= WHAT YOU SHOULD DO =
Among the entries, find the lines with the string "canvas" and copy them.

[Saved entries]
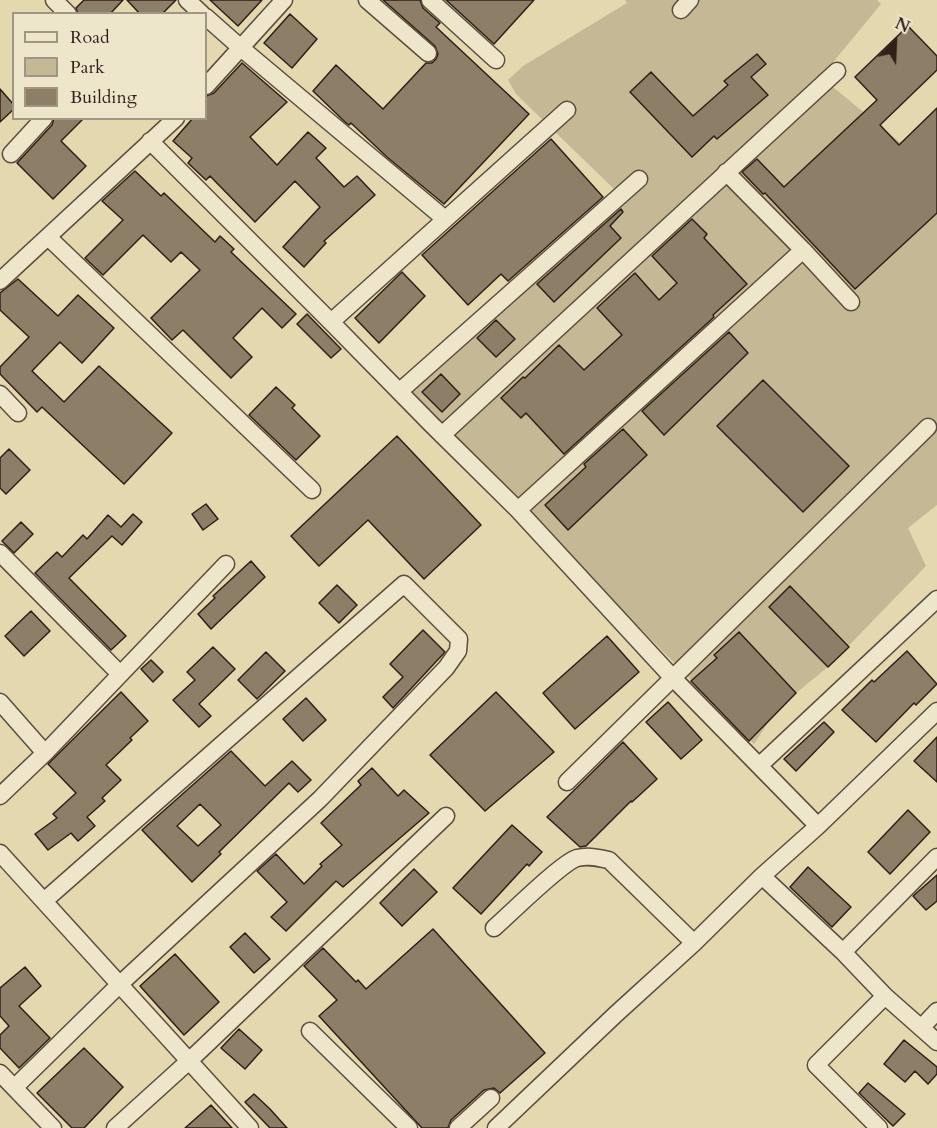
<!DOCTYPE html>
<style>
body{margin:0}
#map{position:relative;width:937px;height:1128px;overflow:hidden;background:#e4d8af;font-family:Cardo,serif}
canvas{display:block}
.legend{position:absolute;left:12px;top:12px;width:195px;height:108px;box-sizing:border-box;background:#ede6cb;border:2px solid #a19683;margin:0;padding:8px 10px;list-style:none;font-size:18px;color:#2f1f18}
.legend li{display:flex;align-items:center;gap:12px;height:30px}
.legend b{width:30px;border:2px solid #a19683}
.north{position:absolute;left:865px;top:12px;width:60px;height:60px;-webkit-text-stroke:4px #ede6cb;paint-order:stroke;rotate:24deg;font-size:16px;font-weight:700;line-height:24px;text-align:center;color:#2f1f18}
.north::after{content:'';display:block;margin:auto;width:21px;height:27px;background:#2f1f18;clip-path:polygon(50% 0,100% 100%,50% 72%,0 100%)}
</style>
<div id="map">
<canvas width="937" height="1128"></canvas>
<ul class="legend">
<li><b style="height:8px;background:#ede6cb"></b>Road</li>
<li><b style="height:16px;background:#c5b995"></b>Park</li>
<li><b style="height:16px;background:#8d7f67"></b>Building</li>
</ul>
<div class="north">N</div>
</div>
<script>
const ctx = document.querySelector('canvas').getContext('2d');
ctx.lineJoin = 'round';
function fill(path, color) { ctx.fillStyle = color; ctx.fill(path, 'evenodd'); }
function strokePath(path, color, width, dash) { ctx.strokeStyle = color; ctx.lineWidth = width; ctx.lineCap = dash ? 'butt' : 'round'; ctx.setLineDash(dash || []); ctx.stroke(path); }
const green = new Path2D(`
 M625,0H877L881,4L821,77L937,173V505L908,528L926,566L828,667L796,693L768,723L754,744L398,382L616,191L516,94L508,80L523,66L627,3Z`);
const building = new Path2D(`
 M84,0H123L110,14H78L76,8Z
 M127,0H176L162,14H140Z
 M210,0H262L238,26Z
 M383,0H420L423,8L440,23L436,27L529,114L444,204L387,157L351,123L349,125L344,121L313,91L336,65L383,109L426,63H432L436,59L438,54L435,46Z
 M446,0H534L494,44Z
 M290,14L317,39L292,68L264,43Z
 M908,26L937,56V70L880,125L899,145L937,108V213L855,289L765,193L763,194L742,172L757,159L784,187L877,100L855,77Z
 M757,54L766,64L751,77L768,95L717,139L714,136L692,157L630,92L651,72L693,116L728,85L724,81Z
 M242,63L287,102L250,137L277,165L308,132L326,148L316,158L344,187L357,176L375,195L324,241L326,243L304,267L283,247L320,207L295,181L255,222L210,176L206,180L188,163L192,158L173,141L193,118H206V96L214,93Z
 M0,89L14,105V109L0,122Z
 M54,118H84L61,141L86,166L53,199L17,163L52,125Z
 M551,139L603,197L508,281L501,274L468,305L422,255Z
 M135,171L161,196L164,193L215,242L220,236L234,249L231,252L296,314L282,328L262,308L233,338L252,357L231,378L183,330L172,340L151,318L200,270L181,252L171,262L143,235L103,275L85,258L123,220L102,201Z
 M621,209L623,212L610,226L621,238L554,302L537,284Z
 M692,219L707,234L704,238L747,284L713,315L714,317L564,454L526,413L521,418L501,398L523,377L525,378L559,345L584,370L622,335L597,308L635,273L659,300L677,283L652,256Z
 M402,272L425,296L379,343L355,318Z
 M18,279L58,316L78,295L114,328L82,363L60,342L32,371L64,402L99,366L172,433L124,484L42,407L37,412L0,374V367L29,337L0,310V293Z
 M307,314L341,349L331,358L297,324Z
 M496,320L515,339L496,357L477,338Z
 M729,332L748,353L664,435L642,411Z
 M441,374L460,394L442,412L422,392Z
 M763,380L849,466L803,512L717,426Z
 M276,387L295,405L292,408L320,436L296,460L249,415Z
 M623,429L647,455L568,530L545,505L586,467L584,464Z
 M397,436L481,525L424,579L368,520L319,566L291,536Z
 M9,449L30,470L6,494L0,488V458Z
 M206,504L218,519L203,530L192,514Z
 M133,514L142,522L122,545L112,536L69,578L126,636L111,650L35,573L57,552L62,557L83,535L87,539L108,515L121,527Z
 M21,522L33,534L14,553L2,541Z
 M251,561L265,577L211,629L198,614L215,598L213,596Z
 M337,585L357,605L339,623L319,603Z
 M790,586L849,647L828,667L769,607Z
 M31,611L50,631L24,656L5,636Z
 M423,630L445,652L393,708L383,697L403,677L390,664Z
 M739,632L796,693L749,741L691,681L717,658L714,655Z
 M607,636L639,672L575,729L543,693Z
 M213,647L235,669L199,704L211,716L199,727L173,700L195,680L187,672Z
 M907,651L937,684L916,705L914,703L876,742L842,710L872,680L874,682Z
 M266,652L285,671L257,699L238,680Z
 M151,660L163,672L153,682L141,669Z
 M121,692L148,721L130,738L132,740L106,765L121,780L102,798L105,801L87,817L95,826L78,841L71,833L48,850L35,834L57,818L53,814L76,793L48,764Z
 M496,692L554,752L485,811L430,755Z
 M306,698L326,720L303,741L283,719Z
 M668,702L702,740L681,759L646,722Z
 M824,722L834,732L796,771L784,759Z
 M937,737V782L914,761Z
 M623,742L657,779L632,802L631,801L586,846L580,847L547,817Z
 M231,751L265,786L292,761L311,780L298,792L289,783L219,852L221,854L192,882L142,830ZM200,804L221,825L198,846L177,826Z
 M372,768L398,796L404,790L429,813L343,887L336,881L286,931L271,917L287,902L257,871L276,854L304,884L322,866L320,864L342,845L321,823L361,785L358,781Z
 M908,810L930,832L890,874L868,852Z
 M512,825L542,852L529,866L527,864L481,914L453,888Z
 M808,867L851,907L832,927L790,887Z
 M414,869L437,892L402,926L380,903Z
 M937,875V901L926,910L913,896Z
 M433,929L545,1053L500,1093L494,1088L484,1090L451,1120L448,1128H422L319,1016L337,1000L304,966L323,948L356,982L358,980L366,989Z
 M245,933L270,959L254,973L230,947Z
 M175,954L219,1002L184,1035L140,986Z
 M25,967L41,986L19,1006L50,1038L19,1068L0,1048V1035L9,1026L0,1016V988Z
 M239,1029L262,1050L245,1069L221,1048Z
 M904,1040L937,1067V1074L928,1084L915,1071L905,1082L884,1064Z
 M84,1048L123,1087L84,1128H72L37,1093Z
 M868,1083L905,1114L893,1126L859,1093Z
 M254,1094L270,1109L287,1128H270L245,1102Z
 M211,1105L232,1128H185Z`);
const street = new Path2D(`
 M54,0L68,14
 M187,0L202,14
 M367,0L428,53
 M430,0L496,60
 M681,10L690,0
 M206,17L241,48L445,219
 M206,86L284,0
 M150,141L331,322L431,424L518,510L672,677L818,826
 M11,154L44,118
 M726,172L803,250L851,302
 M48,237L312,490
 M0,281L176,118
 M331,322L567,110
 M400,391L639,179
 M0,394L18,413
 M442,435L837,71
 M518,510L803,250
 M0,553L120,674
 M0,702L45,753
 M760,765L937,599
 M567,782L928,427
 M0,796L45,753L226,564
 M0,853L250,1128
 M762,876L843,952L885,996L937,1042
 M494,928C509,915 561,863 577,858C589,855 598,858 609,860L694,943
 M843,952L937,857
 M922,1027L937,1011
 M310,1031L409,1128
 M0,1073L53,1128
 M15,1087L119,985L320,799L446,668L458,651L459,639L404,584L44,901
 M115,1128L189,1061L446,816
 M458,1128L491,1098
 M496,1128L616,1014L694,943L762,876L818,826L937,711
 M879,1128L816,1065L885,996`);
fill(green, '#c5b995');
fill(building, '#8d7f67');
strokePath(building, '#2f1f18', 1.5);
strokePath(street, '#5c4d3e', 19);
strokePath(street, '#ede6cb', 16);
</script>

= EXPECTED ANSWER =
canvas{display:block}
<canvas width="937" height="1128"></canvas>
const ctx = document.querySelector('canvas').getContext('2d');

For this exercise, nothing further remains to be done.